§ **What to work on**
Search the entries for the word "Marais". Copy every line where it turns up.

§ **Task material**
=-=-=-=-=

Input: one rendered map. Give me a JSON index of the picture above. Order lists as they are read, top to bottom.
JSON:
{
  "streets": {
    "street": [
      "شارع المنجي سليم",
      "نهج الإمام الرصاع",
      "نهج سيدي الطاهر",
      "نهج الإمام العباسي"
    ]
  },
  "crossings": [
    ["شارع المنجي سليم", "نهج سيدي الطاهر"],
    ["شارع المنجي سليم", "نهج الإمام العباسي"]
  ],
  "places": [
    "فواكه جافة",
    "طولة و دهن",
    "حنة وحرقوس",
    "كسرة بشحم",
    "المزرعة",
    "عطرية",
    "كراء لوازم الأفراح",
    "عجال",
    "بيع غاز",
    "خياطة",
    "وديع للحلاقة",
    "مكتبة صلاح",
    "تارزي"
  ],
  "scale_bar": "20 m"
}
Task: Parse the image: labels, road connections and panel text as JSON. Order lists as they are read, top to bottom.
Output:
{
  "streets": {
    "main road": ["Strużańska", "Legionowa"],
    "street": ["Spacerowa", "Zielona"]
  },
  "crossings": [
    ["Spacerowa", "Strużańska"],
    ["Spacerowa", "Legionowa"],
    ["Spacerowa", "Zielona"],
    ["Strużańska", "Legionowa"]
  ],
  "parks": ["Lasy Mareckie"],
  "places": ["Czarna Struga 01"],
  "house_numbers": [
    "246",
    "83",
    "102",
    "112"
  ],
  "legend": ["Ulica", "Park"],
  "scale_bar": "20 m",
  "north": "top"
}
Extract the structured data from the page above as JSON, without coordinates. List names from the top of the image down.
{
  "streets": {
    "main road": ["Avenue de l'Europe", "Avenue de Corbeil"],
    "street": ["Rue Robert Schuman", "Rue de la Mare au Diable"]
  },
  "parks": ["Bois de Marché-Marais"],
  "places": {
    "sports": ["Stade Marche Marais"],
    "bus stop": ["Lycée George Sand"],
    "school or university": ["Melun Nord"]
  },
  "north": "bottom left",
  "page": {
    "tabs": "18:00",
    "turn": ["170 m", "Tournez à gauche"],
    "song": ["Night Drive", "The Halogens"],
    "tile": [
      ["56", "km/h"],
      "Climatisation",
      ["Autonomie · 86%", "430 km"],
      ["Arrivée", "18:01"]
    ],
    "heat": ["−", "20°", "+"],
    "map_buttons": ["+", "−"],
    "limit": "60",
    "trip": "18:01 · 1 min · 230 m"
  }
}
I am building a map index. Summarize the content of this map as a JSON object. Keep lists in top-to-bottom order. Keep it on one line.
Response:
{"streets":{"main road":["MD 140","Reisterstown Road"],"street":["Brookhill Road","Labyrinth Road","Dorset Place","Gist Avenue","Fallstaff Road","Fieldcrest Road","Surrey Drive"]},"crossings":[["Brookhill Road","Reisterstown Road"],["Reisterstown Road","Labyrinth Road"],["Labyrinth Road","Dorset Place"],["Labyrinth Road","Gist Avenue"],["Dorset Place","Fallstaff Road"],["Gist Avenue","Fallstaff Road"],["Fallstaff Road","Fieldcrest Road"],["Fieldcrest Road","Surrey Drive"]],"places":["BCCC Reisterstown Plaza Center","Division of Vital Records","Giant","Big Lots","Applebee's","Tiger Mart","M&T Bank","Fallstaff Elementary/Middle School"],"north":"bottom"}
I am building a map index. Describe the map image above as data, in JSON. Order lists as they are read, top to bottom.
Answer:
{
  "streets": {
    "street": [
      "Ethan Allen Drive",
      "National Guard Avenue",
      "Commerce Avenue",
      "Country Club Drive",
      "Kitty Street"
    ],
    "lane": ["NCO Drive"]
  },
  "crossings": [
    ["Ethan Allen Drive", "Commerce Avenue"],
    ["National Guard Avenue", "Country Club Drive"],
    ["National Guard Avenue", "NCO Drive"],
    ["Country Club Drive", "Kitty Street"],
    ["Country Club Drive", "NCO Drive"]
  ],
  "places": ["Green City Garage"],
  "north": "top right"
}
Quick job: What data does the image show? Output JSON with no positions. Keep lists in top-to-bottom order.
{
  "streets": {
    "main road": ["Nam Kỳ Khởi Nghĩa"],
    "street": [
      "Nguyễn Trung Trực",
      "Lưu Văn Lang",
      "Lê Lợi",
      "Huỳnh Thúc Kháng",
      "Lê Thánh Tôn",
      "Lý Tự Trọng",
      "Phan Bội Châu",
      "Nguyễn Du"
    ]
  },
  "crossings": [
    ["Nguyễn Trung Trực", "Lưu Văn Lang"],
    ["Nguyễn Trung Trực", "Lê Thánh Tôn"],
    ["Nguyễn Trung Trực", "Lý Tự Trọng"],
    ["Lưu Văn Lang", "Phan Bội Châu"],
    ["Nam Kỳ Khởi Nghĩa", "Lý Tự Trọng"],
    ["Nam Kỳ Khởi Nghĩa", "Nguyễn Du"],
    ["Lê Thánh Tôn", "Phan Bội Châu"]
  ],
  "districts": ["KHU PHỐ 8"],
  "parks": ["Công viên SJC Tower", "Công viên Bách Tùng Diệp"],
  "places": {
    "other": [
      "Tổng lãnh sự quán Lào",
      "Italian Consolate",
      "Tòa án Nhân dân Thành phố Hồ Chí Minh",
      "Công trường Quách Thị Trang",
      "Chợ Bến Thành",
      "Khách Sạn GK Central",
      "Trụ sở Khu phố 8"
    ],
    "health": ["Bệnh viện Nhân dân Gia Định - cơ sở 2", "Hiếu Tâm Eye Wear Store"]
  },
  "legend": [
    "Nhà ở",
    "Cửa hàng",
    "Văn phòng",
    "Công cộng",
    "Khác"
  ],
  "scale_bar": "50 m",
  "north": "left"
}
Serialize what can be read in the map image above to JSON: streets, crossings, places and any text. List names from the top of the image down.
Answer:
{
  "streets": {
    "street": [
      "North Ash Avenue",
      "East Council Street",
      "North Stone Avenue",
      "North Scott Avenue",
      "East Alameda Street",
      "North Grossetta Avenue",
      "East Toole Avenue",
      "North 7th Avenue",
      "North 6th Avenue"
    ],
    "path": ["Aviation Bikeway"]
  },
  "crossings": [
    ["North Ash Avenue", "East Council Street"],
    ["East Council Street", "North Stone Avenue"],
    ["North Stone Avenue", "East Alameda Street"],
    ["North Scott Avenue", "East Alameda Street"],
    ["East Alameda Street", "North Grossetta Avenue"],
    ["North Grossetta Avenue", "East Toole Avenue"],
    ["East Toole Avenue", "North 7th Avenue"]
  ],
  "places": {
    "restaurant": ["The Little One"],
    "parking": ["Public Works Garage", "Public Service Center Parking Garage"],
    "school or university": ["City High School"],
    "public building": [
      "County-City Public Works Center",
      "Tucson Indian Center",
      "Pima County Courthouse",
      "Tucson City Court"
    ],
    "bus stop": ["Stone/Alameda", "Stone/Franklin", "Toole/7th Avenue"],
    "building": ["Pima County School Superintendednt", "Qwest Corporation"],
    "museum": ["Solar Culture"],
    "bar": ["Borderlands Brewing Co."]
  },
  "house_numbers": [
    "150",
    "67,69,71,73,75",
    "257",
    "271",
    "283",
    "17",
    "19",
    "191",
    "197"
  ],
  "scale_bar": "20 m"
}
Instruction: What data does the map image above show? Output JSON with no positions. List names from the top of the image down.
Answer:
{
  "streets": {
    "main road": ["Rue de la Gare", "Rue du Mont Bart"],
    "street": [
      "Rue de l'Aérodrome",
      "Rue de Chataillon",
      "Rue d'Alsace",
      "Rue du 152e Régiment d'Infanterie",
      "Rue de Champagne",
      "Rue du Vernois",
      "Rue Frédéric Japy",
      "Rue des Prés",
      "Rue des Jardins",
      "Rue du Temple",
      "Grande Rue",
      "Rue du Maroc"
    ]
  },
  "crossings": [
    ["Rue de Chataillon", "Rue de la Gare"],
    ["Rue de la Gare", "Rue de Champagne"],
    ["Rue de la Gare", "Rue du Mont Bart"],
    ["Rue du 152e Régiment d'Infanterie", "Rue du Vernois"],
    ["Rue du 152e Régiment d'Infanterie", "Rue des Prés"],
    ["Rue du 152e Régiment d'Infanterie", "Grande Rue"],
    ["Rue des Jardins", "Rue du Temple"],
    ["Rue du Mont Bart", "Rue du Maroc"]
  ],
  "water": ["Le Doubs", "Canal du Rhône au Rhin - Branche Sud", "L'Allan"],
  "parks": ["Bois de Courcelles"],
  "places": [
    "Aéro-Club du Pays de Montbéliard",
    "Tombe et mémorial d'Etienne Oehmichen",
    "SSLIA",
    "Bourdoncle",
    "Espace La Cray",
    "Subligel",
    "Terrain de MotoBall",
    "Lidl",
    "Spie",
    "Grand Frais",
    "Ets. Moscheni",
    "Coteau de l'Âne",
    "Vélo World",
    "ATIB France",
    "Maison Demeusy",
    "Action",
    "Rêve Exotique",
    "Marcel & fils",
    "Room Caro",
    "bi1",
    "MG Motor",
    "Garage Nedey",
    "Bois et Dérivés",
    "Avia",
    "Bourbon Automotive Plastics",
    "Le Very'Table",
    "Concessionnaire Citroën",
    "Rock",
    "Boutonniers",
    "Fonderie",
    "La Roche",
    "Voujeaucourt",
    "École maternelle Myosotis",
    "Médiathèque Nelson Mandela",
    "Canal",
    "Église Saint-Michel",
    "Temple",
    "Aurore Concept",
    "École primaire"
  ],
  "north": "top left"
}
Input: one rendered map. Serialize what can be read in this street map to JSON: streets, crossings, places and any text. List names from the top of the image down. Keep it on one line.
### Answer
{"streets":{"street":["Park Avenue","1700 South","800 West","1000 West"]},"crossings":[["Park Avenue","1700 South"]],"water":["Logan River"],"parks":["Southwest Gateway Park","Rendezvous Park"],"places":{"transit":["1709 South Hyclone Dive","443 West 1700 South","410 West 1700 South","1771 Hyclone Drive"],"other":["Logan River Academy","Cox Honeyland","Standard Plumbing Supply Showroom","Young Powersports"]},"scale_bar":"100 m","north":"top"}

=-=-=-=-=

§ **Answer box**
  "parks": ["Bois de Marché-Marais"],
    "sports": ["Stade Marche Marais"],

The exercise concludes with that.